Der Oberste Gerichtshof hat als Revisionsgericht durch den Senatspräsidenten des Obersten Gerichtshofes Prof.Dr.Friedl als Vorsitzenden sowie durch die Hofräte des Obersten Gerichtshofes Hon.-Prof.Dr.Gamerith, Dr.Kodek, Dr.Niederreiter und Dr.Redl als weitere Richter in der Rechtssache der klagenden Partei *****, vertreten durch den Landeshauptmann Dr.Josef Ratzenböck, Linz, Klosterstraße 7, dieser vertreten durch Dr.Eckhard Pitzl, Rechtsanwalt in Linz, wider die beklagte Partei *****, Linz, Gruberstraße 77, vertreten durch Dr.Bruno Binder und andere Rechtsanwälte in Linz, wegen S 74.848,86 sA, infolge außerordentlicher Revision der beklagten Partei gegen das Urteil des Oberlandesgerichtes Linz als Berufungsgericht vom 13.November 1991, GZ 3 R 259/91-10, womit infolge Berufung der beklagten Partei das Urteil des Landesgerichtes Linz vom 23.August 1991, GZ 5 Cg 112/91-4, bestätigt wurde, in nichtöffentlicher Sitzung den

Beschluß

gefaßt:

Spruch

Der Revision wird Folge gegeben.

Die Urteile der Vorinstanzen werden aufgehoben; die Rechtssache wird an das Gericht 1. Instanz zur neuerlichen Verhandlung und Entscheidung zurückverwiesen.

Die Kosten des Rechtsmittelverfahrens sind weitere Verfahrenskosten.

Text

Begründung:

Die klagende Partei ist Rechtsträgerin mehrerer öffentlicher Krankenanstalten, darunter (ua) der OÖ. Landesfrauenklinik Linz und der AÖ.Landeskrankenhäuser Steyr, Kirchdorf und Freistadt.
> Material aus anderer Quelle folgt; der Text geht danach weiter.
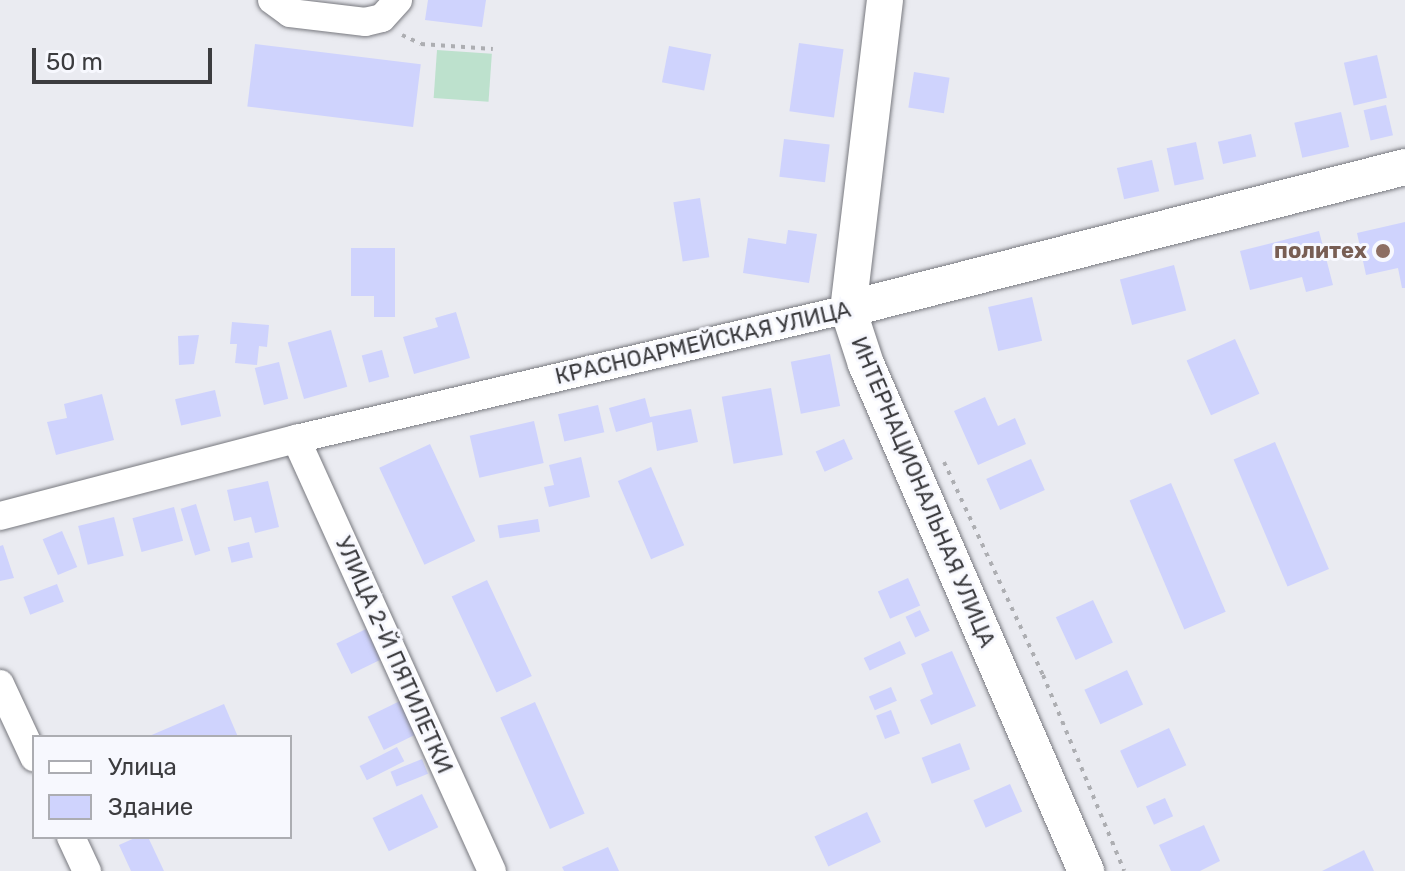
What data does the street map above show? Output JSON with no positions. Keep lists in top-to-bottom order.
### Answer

Die Rechtsbeziehungen zwischen den Streitteilen, die sich aus der stationären Behandlung von Patienten, die bei der Beklagten versichert sind, ergeben, sind durch den Krankenanstaltenvertrag vom 26.2.1980 samt den dazu ergangenen Anlagen und Nachträgen geregelt. Durch den dritten Nachtrag zum Krankenanstaltenvertrag wurde das A.Ö.Landeskrankenhaus Kirchdorf in den Vertrag miteinbezogen. Dieser gemäß § 44 OÖ. Krankenanstaltengesetz (OÖKAG) 1976 geschlossene Vertrag hat laut seinem § 2 Abs 1 die Anstaltspflege zum Gegenstand, die von einem Versicherungsträger seinen Versicherten und deren anspruchsberechtigten Angehörigen in der Anstalt gewährt wird, auch wenn der Versicherungsträger die ihm entstehenden Kosten durch Dritte ganz oder teilweise vergütet erhält. Grundsätzlich hat die Beklagte für die stationäre Pflege der bei ihr versicherten Patienten Pflegegebührensätze je Kalendertag zu leisten (§ 13 Abs 2 des Vertrages). Werden aber solche Patientinnen zur Entbindung in eines der erwähnten Krankenhäuser der klagenden Partei aufgenommen, dann sind die Kosten der Anstaltspflege einschließlich des Hebammenbeistandes durch ein Entbindungspauschale abgegolten, dessen Höhe vereinbart und in einer Anlage zum Vertrag festgehalten wird (§ 15 Abs 1 des Vertrages). Erfordern nicht normal verlaufende Entbindungen oder Krankheiten, die nicht im Zusammenhang mit der Entbindung stehen, eine länger als zehn Tage dauernde Anstaltspflege, dann ist gemäß § 9 des Vertrages die notwendige Verlängerung der Aufenthaltsdauer unverzüglich zu beantragen und für die Tage vor der Entbindung und die Tage nach dem 10. Wochenbettag für die Wöchnerin einschließlich des Kindes der Pflegegebührensatz gemäß § 13 des Vertrages zu leisten (§ 15 Abs 3 des Vertrages). Im Jahre 1990 betrug das vereinbarte Entbindungspauschale S 9.868. In einer größeren Anzahl von Entbindungsfällen aus den Jahren 1987 bis 1990, bei denen die Patientinnen weniger als zehn Tage in stationärer Krankenhausbehandlung waren, hat die Beklagte das Entbindungspauschale um insgesamt S 74.848,86 gekürzt, weil sie in dieser Höhe Beträge an Hebammen gezahlt hatte, die im Zusammenhang mit den Entbindungen Leistungen außerhalb der Krankenanstalt erbracht hatten.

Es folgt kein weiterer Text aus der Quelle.